As a method of generating a candidate RNA aptamer that binds to a target protein molecule using a computer-implemented program,
By means of sequence learning, a feature vector of an RNA sequence and a feature vector of an amino acid sequence constituting a protein are constructed based on the RNA-protein complex data, and a random forest model is applied based on the constructed feature vector. Training the sequence and protein sequence; And
Filtering the random RNA sequence by means of sequence discovery, and applying the random forest model learned through the sequence learning means to construct a candidate RNA aptamer that binds to the target protein molecule among the filtered RNA sequences Including,
In the sequence learning means, the RNA feature vector has an interaction propensity with amino acids constituting a protein, a mono-nucleotide (single-base) composition of the RNA sequence, and a di-nucleotide 2 -Base) composition and pseudo tri-nucleotide (pseudo tri-nucleotide) composition,
In the sequence learning means, the protein feature vector is a method of generating a candidate RNA aptamer that binds to a target protein molecule created based on the composition, transfer and distribution of amino acids constituting the protein, and similar amino acid composition.

The method of claim 6,
A method of generating a candidate RNA aptamer binding to a target protein molecule, further comprising the step of evaluating a model for generating a candidate RNA aptamer constructed by the sequence discovery means by a sequence evaluation means using an evaluation scale.

The method of claim 7,
The evaluation scale is at least selected from sensitivity, specificity, accuracy, positive predictive value, negative predictive value, and Matthews correlation coefficient. Method for producing a candidate RNA aptamer binding to a target protein molecule, characterized in that one.

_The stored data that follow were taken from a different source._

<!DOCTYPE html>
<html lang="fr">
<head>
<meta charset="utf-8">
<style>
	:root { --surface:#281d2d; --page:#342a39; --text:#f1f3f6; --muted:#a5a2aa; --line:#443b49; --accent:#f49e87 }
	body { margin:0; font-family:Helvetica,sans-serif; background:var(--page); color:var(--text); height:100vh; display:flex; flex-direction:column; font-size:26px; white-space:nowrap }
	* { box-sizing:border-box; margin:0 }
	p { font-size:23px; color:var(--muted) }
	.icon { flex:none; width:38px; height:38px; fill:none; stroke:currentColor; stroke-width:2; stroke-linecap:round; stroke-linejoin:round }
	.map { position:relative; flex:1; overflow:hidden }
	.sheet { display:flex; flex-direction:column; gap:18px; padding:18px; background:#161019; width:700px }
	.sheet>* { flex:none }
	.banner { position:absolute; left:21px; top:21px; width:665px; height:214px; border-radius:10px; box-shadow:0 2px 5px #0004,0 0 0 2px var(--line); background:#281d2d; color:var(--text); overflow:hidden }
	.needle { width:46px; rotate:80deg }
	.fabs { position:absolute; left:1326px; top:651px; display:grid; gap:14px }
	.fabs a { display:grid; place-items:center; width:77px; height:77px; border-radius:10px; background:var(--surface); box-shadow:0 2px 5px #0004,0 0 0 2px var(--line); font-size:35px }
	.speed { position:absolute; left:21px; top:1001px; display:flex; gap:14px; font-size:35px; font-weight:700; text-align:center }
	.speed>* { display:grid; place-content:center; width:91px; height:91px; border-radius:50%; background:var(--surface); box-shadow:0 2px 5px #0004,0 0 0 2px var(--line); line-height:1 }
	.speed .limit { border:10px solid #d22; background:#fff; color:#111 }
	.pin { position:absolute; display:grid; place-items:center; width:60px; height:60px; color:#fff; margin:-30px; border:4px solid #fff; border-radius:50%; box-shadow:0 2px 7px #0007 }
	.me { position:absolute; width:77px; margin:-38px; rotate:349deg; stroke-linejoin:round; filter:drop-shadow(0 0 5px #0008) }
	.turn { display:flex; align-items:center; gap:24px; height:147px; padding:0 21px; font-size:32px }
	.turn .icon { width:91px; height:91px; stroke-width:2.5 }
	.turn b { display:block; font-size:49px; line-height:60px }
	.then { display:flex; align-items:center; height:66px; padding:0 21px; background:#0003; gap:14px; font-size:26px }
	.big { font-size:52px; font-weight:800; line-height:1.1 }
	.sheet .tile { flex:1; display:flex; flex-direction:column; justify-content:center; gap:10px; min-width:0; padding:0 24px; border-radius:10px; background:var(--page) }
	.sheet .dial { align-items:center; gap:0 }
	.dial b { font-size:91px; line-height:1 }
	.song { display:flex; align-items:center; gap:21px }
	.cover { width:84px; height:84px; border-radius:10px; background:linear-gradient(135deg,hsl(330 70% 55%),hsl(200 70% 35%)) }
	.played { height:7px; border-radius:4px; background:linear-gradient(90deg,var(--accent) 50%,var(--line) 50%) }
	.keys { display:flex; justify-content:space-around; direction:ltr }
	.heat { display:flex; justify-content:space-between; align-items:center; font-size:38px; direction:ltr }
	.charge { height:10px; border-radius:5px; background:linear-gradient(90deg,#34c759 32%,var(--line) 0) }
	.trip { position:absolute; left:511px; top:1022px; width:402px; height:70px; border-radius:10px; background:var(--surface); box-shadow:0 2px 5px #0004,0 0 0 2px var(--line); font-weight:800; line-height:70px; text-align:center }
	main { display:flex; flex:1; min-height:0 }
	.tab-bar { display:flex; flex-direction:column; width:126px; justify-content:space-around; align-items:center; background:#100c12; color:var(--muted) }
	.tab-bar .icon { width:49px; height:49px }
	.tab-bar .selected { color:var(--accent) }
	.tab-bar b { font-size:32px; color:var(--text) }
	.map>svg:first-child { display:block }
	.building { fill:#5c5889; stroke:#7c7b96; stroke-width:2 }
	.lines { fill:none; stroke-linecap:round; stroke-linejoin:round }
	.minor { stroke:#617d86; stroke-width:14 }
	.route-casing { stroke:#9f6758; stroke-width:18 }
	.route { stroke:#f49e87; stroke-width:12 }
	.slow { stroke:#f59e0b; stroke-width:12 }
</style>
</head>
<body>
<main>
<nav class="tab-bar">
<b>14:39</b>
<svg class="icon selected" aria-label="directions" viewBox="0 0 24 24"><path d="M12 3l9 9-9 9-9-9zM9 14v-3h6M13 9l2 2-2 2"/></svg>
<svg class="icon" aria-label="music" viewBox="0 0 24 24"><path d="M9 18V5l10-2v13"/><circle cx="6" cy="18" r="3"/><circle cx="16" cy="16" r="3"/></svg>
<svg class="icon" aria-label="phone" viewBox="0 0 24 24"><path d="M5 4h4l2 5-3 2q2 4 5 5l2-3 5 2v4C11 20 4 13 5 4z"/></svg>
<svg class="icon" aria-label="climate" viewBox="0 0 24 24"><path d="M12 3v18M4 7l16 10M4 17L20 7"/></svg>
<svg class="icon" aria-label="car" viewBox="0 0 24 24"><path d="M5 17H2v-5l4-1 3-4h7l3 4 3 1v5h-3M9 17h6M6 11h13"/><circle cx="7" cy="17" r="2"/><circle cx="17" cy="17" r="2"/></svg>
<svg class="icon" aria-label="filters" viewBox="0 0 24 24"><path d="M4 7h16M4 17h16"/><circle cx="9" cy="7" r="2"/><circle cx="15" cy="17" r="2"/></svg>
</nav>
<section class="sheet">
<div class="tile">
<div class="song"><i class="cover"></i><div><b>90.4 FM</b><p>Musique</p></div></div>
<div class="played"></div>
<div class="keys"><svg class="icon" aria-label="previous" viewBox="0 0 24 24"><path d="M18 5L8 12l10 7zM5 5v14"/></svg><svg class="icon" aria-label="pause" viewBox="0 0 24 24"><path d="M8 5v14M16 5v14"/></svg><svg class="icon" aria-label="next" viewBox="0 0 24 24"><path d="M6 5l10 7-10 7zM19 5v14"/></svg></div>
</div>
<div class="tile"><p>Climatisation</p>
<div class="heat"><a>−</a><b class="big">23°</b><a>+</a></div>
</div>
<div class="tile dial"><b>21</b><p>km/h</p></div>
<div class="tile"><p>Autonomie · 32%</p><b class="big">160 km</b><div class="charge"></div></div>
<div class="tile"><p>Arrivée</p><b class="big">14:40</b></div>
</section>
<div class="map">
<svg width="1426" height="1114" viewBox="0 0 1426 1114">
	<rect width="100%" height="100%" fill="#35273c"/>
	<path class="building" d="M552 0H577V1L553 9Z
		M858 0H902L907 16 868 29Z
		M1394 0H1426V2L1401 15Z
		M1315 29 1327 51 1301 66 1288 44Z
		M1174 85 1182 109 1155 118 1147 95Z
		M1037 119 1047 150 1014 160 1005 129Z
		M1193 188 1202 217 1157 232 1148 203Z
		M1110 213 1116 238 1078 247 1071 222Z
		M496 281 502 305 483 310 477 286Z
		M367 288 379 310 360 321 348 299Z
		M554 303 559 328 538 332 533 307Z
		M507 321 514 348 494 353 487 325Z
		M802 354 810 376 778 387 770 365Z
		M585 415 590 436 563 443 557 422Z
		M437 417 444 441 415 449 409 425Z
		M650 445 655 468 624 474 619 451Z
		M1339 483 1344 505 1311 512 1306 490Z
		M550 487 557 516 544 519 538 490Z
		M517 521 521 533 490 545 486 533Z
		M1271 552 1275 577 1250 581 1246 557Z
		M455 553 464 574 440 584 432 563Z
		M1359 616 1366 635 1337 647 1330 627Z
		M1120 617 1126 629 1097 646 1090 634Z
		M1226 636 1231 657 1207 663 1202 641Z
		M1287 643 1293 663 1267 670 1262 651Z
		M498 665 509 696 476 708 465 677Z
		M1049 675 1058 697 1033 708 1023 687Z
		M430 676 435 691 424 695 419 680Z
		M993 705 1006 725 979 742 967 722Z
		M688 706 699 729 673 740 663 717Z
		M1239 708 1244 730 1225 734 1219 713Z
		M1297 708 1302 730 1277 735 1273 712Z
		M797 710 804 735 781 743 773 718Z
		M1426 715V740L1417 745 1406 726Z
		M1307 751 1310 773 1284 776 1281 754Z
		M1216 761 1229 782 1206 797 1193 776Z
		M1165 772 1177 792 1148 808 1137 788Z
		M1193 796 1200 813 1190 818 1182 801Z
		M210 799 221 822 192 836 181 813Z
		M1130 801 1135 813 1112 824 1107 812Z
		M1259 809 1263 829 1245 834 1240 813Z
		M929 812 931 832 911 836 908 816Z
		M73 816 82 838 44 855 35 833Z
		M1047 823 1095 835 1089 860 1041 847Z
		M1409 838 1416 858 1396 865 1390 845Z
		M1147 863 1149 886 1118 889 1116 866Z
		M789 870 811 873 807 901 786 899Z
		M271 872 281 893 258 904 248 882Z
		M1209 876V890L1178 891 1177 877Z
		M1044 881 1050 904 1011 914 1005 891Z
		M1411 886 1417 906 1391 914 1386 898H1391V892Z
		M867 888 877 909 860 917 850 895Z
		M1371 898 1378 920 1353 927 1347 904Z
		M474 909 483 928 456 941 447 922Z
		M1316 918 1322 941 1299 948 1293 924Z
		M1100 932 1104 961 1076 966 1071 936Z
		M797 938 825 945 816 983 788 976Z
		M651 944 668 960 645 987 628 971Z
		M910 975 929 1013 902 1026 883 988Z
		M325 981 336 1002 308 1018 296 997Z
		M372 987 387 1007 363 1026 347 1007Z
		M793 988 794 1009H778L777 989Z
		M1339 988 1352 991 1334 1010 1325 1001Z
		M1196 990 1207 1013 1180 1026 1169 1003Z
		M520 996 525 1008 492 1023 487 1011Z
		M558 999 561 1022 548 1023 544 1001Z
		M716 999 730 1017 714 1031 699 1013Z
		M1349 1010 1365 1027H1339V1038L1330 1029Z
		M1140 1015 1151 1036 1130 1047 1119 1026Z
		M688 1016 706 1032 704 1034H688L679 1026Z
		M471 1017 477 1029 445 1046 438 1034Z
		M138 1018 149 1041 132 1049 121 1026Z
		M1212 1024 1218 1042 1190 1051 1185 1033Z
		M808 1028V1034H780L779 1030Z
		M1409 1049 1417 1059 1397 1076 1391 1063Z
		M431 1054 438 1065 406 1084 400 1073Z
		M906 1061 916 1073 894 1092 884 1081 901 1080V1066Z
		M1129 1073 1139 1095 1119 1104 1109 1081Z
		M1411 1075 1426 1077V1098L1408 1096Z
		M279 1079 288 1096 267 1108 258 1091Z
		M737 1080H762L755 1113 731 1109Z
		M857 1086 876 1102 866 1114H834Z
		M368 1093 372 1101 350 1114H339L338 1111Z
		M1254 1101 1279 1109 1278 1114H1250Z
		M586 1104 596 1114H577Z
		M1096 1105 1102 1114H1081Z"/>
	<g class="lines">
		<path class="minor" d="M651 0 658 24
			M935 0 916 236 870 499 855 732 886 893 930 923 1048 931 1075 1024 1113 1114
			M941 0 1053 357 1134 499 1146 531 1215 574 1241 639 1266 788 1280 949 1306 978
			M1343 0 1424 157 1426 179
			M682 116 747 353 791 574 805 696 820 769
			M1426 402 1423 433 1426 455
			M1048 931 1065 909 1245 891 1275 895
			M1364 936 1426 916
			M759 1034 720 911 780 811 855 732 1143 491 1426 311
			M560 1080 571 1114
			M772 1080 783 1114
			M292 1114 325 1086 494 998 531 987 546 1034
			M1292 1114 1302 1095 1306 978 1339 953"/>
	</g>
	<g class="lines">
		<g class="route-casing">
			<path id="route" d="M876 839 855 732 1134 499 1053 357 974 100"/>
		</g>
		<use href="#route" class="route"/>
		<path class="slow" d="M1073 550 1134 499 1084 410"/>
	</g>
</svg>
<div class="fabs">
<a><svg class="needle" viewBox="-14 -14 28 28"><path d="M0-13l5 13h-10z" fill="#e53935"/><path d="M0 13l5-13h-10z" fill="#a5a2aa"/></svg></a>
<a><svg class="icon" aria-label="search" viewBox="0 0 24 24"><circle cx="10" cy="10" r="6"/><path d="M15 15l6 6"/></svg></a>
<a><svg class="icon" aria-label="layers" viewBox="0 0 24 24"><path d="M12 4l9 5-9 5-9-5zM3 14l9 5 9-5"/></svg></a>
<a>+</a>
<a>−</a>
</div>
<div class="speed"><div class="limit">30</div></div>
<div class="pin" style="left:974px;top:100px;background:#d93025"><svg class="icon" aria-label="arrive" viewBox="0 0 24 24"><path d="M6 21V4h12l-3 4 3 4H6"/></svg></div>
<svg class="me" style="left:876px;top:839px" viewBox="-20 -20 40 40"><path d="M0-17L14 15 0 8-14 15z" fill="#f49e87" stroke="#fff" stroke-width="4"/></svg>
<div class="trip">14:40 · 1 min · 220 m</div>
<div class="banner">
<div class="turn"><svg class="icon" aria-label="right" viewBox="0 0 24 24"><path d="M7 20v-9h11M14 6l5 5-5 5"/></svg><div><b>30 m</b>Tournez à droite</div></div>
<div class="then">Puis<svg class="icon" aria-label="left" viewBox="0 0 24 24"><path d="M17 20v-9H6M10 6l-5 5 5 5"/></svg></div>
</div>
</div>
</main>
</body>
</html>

The method according to any one of claims 6 to 8,
The sequence discovery means filters the random RNA sequence by limiting the secondary structure of the random RNA sequence, free energy, the number of unpaired nucleotides, and the number of identical secondary structures in a pool. A method of generating a candidate RNA aptamer that binds to the target protein molecule.

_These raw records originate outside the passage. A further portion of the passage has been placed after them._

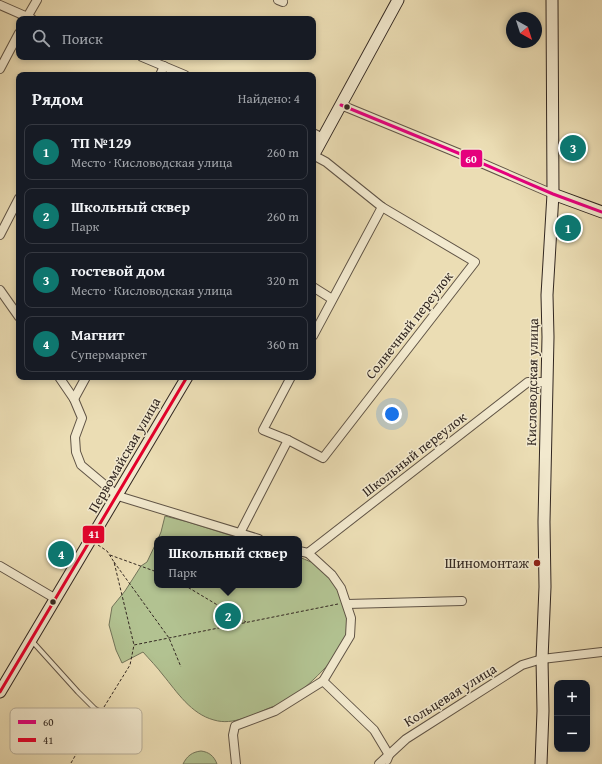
<!DOCTYPE html>
<html lang="ru">
<meta charset="utf-8">
<style>
body{margin:0;font-family:"Gentium Book Plus",serif;background:#242831;color:#f1f3f6}
.controls{position:absolute;right:12px;bottom:12px;display:grid;overflow:hidden;border-radius:8px;box-shadow:0 2px 6px #0003}
.controls button{width:36px;height:36px;display:grid;place-items:center;padding:0;border:0;border-bottom:1px solid #363941;background:#171b24;color:#f1f3f6;font:20px sans-serif}
.compass{position:absolute;left:506px;top:12px;width:36px;height:36px;border-radius:50%;background:#171b24;box-shadow:0 2px 6px #0003;rotate:141deg}
.you{position:absolute;left:392px;top:414px;width:14px;height:14px;margin:-10px;border:3px solid #fff;border-radius:50%;background:#1a73e8;box-shadow:0 0 0 6px #1a73e833}
.badge{display:grid;place-items:center;width:26px;height:26px;border-radius:50%;background:#0f766e;color:#fff;font-size:13px;font-weight:700}
.pin{position:absolute;translate:-50% -50%;border:2px solid #fff;box-shadow:0 1px 4px #0006}
.popup{position:absolute;left:154px;top:536px;width:148px;height:52px;box-sizing:border-box;display:grid;place-content:center;border-radius:8px;background:#171b24;filter:drop-shadow(0 1px 3px #0005);font-size:13px;white-space:nowrap;color:#9ea1a6}
.popup b{font-size:15px;color:#f1f3f6}
.popup::after{content:'';position:absolute;left:50%;top:100%;margin-left:-8px;border:8px solid transparent;border-top-color:#171b24}
.list{margin:0;padding:0;list-style:none}
h2{display:flex;justify-content:space-between;align-items:center;height:52px;margin:0;padding:0 16px;font-size:17px}
h2 small{font-size:13px;font-weight:400;color:#9ea1a6}
.list li{display:grid;grid-template-columns:26px 1fr auto;gap:12px;align-items:center;box-sizing:border-box;height:56px;margin:0 8px 8px;padding:0 8px;border:1px solid #363941;border-radius:8px}
.list b{display:block;font-size:15px;white-space:nowrap}
.list p{margin:0;font-size:13px;white-space:nowrap;color:#9ea1a6}
.list em{font-size:13px;font-style:normal;color:#9ea1a6}
.icon{flex:none;width:22px;height:22px;fill:none;stroke:currentColor;stroke-width:2;stroke-linecap:round;stroke-linejoin:round}
.map{position:relative;flex:none;width:602px;height:764px;overflow:hidden}
.search{position:absolute;background:#171b24;box-shadow:0 2px 6px #0003;left:16px;top:16px;width:300px;height:44px;display:flex;align-items:center;gap:10px;box-sizing:border-box;padding:0 14px;border-radius:8px;color:#9ea1a6;font-size:15px}
.panel{position:absolute;background:#171b24;box-shadow:0 2px 6px #0003;left:16px;top:72px;width:300px;height:308px;border-radius:8px}
.map>svg:first-child{display:block}
</style>
<div class="map">
<svg width="602" height="764" viewBox="0 0 602 764">
<rect width="100%" height="100%" fill="#ebddb4"/>
<filter id="stains"><feTurbulence type="fractalNoise" baseFrequency=".005" numOctaves="4"/><feColorMatrix values="0 0 0 0 .2 0 0 0 0 .09 0 0 0 0 .02 0 0 0 .5 -.17"/></filter>
<radialGradient id="worn" r=".72"><stop offset=".6" stop-color="#630" stop-opacity="0"/><stop offset="1" stop-color="#630" stop-opacity=".3"/></radialGradient>
<g fill="#b2c291" stroke="#727459">
<polygon points="165,516 188,522 242,539 158,539 161,532"/>
<path d="M 157,541 L 157,585 L 299,585 L 299,557 C 306,560 315,563 321,568 C 338,582 351,614 347,636 C 343,654 304,690 289,700 C 284,704 277,705 272,707 C 254,714 233,726 214,720 C 191,714 177,692 163,675 C 157,667 150,660 143,652 L 122,663 L 116,650 L 109,625 L 112,607 L 125,591 L 141,566 L 147,562 Z"/>
<path d="M 201,751 C 209,752 214,756 217,764 L 183,764 C 187,756 192,752 201,751 Z"/>
</g>
<g fill="none" stroke-linecap="round" stroke-linejoin="round">
<defs>
<polyline id="lane" points="32,641 78,692 95,709 119,722"/>
<g id="street">
<polyline points="278,0 283,2"/>
<polyline points="0,5 32,19"/>
<polyline points="26,19 37,0"/>
<polyline points="142,57 185,75"/>
<polyline points="0,69 19,33"/>
<polyline points="160,75 164,66"/>
<polyline points="341,105 458,153 553,194"/>
<polyline points="313,133 323,138"/>
<polyline points="0,235 19,198"/>
<polyline points="313,287 332,299"/>
<polyline points="0,290 19,317"/>
<polyline points="313,336 382,207"/>
<polyline points="59,377 74,399 82,418 75,437 76,452 81,465 118,496 259,539"/>
<polyline points="74,399 86,377"/>
<polyline points="288,440 263,430 291,377"/>
<polyline points="240,533 288,440 323,458 475,262 382,207 326,162 313,155"/>
<polyline points="299,551 308,553 528,382 548,382"/>
<polyline points="308,553 332,575 341,588 351,618 350,636 323,681"/>
<polyline points="0,566 56,599"/>
<polyline points="347,604 462,601"/>
<polyline points="236,764 233,735 235,726 275,711 323,681 374,730 389,755 387,760"/>
<polyline points="379,764 406,739 522,665 542,659 602,652"/>
</g>
<g id="secondary">
<polyline points="313,156 398,0"/>
<polyline points="553,194 602,212"/>
<polyline points="0,692 187,377"/>
<polyline points="541,764 543,711 542,659 545,587 544,522 548,337 547,295 553,194 552,0"/>
</g>
</defs>
<use href="#lane" stroke="#605446" stroke-width="6"/>
<use href="#street" stroke="#605446" stroke-width="10"/>
<use href="#secondary" stroke="#322721" stroke-width="13"/>
<g stroke="#322721" stroke-width="1" stroke-dasharray="3 2" stroke-linecap="butt">
<polyline points="98,545 107,551 114,562 134,645"/>
<polyline points="110,555 157,572"/>
<polyline points="114,562 169,638 181,667"/>
<polyline points="184,585 246,622"/>
<polyline points="104,707 130,665 134,645 338,604"/>
<polyline points="71,763 98,716"/>
</g>
<use href="#lane" stroke="#f2e9ce" stroke-width="4"/>
<use href="#street" stroke="#f2e9ce" stroke-width="8"/>
<use href="#secondary" stroke="#f2e9ce" stroke-width="11"/>
<defs>
<polyline id="bus-1" points="341,105 458,153 553,194 602,212"/>
<polyline id="bus-2" points="0,692 187,377"/>
</defs>
<use href="#bus-1" stroke="#f2e9ce" stroke-width="6"/>
<use href="#bus-2" stroke="#f2e9ce" stroke-width="6"/>
<use href="#bus-1" stroke="#e5007d" stroke-width="3"/>
<use href="#bus-2" stroke="#e4002b" stroke-width="3"/>
</g>
<g fill="#322721" stroke="#f2e9ce" stroke-width="1.5">
<circle cx="347" cy="107" r="3.5"/>
<circle cx="53" cy="602" r="3.5"/>
</g>
<circle fill="#8f2418" stroke="#f2e9ce" stroke-width="1.5" cx="537" cy="563" r="4"/>
<g text-anchor="middle" stroke-width="3" stroke-linejoin="round" paint-order="stroke">
<g font-size="14" fill="#322721" stroke="#f2e9ce">
<text transform="translate(409 325) rotate(-52)" y="5">Солнечный переулок</text>
<text transform="translate(532 382) rotate(-89)" y="5">Кисловодская улица</text>
<text transform="translate(414 454) rotate(-38)" y="5">Школьный переулок</text>
<text transform="translate(124 455) rotate(-60)" y="5">Первомайская улица</text>
<text transform="translate(450 695) rotate(-32)" y="5">Кольцевая улица</text>
</g>
<g font-size="14" fill="#322721" stroke="#f2e9ce" text-anchor="end">
<text x="529" y="568">Шиномонтаж</text>
</g>
</g>
<rect x="10" y="708" width="132" height="46" rx="6" fill="#f2e9ce" stroke="#b8af9a" stroke-width="1"/>
<rect x="18" y="720" width="18" height="4" fill="#e5007d"/>
<rect x="18" y="738" width="18" height="4" fill="#e4002b"/>
<g font-size="11" fill="#322721">
<text x="43" y="726">60</text>
<text x="43" y="744">41</text>
</g>
<g stroke="#f2e9ce" stroke-width="1.5">
<rect x="460" y="149" width="23" height="19" rx="4" fill="#e5007d"/>
<rect x="82" y="525" width="23" height="19" rx="4" fill="#e4002b"/>
</g>
<g font-size="11" text-anchor="middle" font-weight="bold" fill="#fff">
<text x="471" y="163">60</text>
<text x="94" y="538">41</text>
</g>
<rect width="100%" height="100%" filter="url(#stains)"/>
<rect width="100%" height="100%" fill="url(#worn)"/>
</svg>
<div class="controls">
<button>+</button>
<button>−</button>
</div>
<svg class="compass" viewBox="-18 -18 36 36"><path d="M0-13l5 13h-10z" fill="#e53935"/><path d="M0 13l5-13h-10z" fill="#9ea1a6"/></svg>
<div class="you"></div>
<div class="pin badge" style="left:568px;top:228px">1</div>
<div class="pin badge" style="left:228px;top:616px">2</div>
<div class="popup"><b>Школьный сквер</b>Парк</div>
<div class="pin badge" style="left:573px;top:148px">3</div>
<div class="pin badge" style="left:61px;top:554px">4</div>
<div class="search"><svg class="icon" aria-label="search" viewBox="0 0 24 24"><circle cx="10" cy="10" r="6"/><path d="M15 15l6 6"/></svg>Поиск</div>
<section class="panel">
<h2>Рядом<small>Найдено: 4</small></h2>
<ul class="list">
<li><span class="badge">1</span><div><b>ТП №129</b><p>Место · Кисловодская улица</p></div><em>260 m</em></li>
<li><span class="badge">2</span><div><b>Школьный сквер</b><p>Парк</p></div><em>260 m</em></li>
<li><span class="badge">3</span><div><b>гостевой дом</b><p>Место · Кисловодская улица</p></div><em>320 m</em></li>
<li><span class="badge">4</span><div><b>Магнит</b><p>Супермаркет</p></div><em>360 m</em></li>
</ul>
</section>
</div>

The method according to any one of claims 6 to 8,
The similar tri-nucleotide composition constituting the RNA characteristic vector includes hydrophobicity, hydrophilicity and side-chain mass of the tri-nucleotide,
The similar amino acid composition constituting the protein characteristic vector is a method of generating a candidate RNA aptamer that binds to a target protein molecule including hydrophobicity, hydrophilicity, side chain-weight, ionization index, and isoelectric point of the amino acid.